He doesn’t realize how it sounds until the words are already out, out there where he cannot take them back. And he just waits, cringing, for Beth to say something or anything. But she doesn't. She just stares at him, head tilted ever so slightly to the side, like she's curious and can't quite believe what she's seeing or hearing. 

"Okay," she says, finally, softly. Like that somehow settles it. Daryl blinks, not sure if this means it's an end to their fight or her finally getting too sick of his shit or what. Then Beth smiles, the softest and sweetest smile she usually only wears when Judith is being extra cute, and stretches up onto her tippy toes, one hand resting on his shoulder as she brushes the lightest of kisses along his cheekbone. He has no time to react, only to stare, as she blushes and says quietly, "goodnight then, Darry." 

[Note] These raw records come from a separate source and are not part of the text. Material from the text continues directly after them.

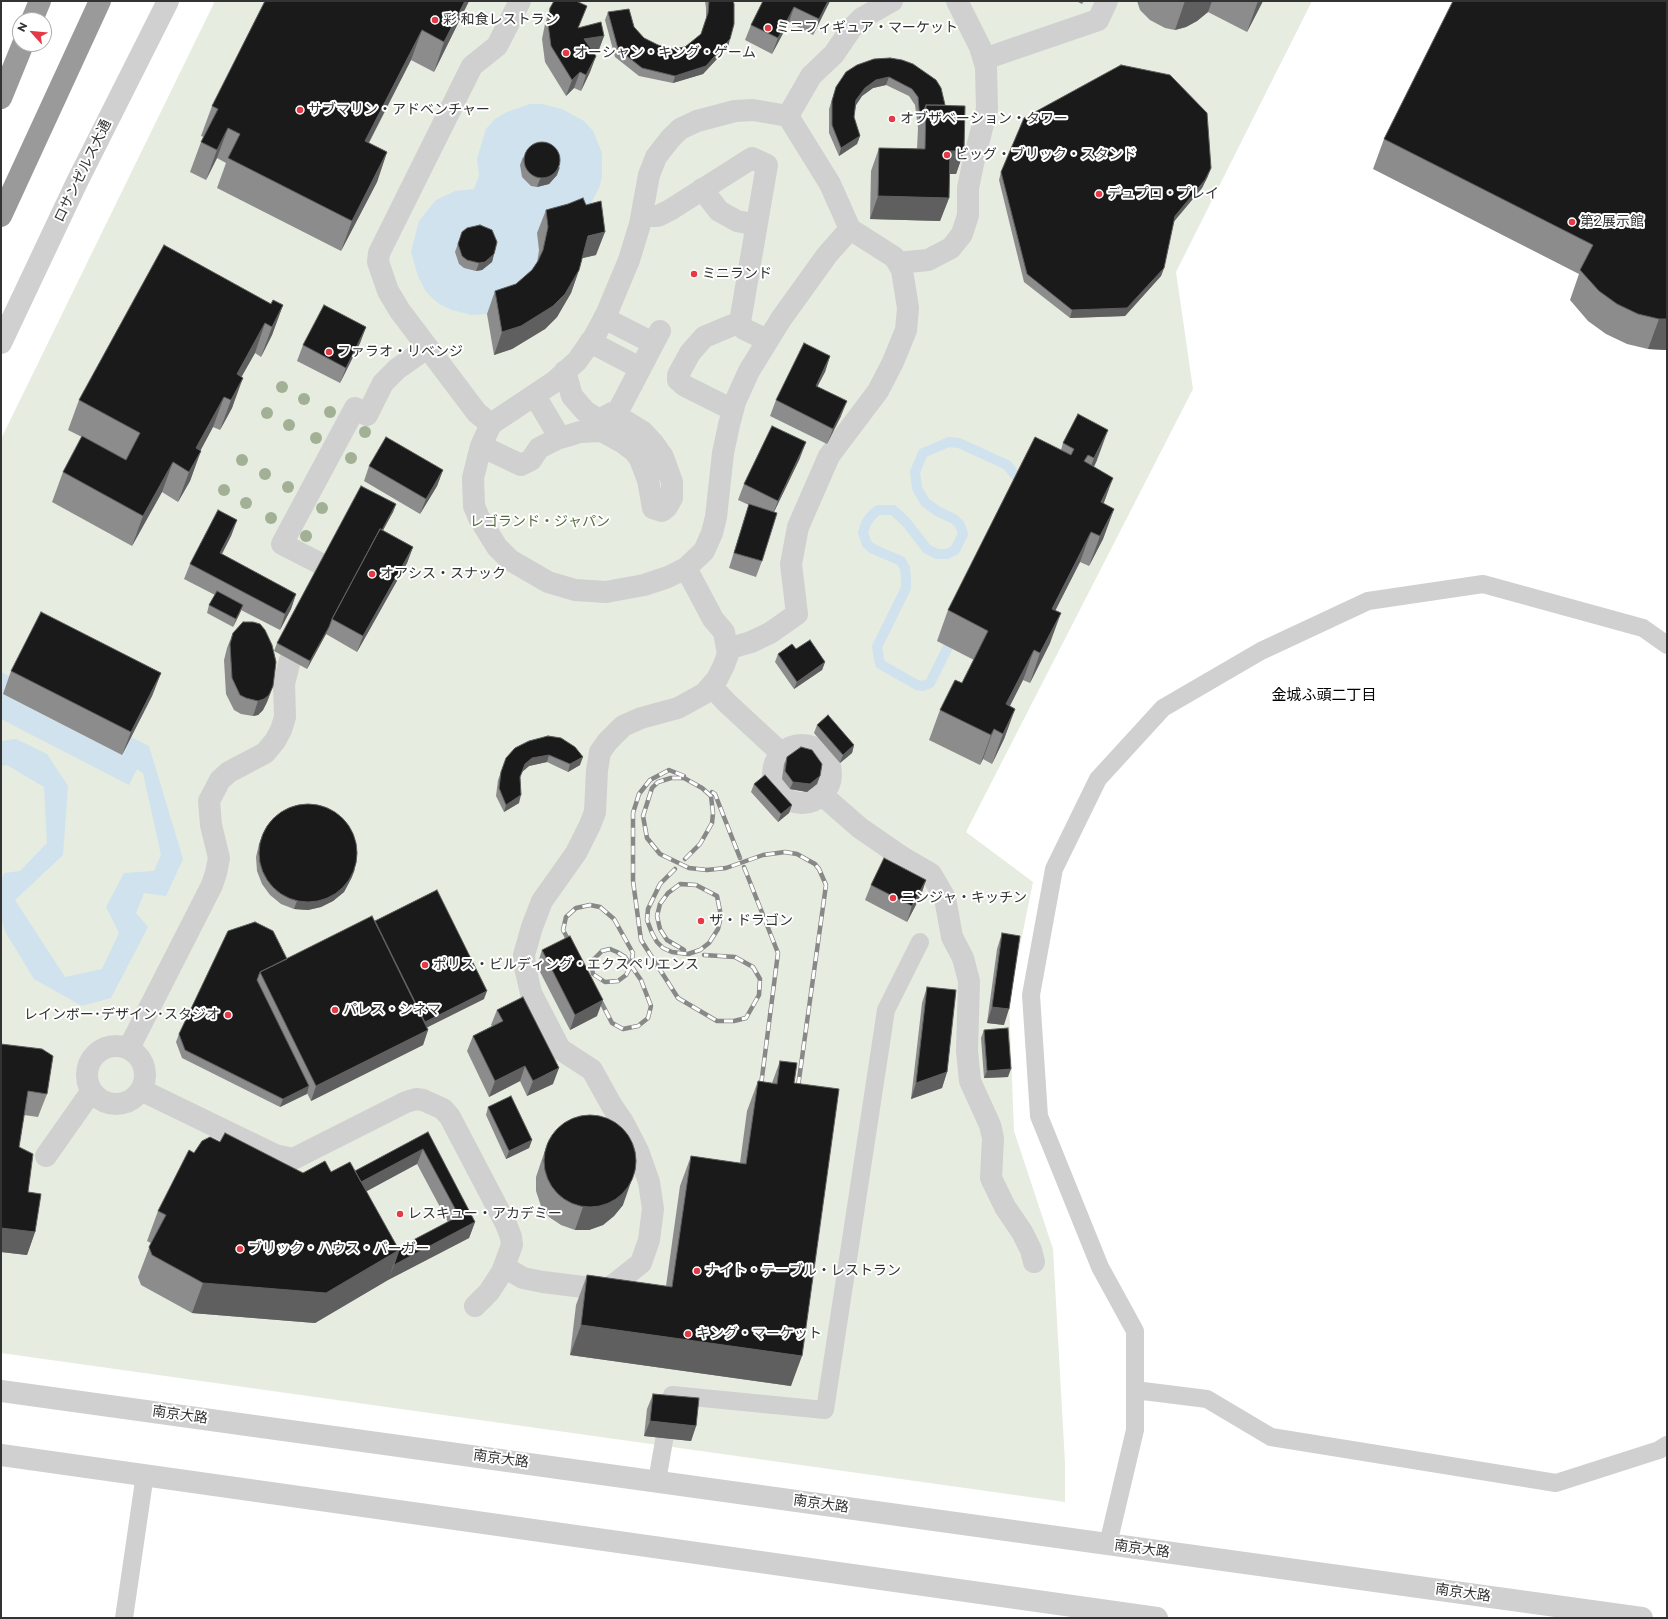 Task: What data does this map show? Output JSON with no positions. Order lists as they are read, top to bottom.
{
  "streets": {
    "street": ["ロサンゼルス大通", "南京大路"]
  },
  "districts": ["金城ふ頭二丁目"],
  "parks": ["レゴランド・ジャパン"],
  "places": [
    "彩 和食レストラン",
    "ミニフィギュア・マーケット",
    "オーシャン・キング・ゲーム",
    "サブマリン・アドベンチャー",
    "オブザベーション・タワー",
    "ビッグ・ブリック・スタンド",
    "デュプロ・プレイ",
    "第2展示館",
    "ミニランド",
    "ファラオ・リベンジ",
    "オアシス・スナック",
    "ニンジャ・キッチン",
    "ザ・ドラゴン",
    "ポリス・ビルディング・エクスペリエンス",
    "パレス・シネマ",
    "レインボー･デザイン･スタジオ",
    "レスキュー・アカデミー",
    "ブリック・ハウス・バーガー",
    "ナイト・テーブル・レストラン",
    "キング・マーケット"
  ],
  "north": "top left"
}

He watches her leave, storms beneath his skin and thundering in his heart. 

* * *

"Bee-Bee!" Judith cries in delight and Beth grins at her while Daryl sighs. No matter what, she seems bound and determined not to say Beth. 

"Are you trying to say baby?" Beth asks her, giving her a kiss. "You're a baby." 

"Bee-Bee!" Judith repeats and Beth laughs and Daryl rolls his eyes. 

He's been well and truly forgiven. Beth has resumed hanging out with him whenever either of them have Judith, so tonight they're sitting side by side, Beth with a book open on her lap and Daryl with a mountain of toys, handing them to Judith one by one until he alights on the object of her desire. It's a quiet night. 

Daryl doesn't mind. 

"This little Darry went on a run, this little Darry came home," Beth starts, wiggling Judith's toes to make her squeal. "This little Darry ate squirrel, and this little Darry had possum. And this little Darry cried wee-wee-wee all the way home!" 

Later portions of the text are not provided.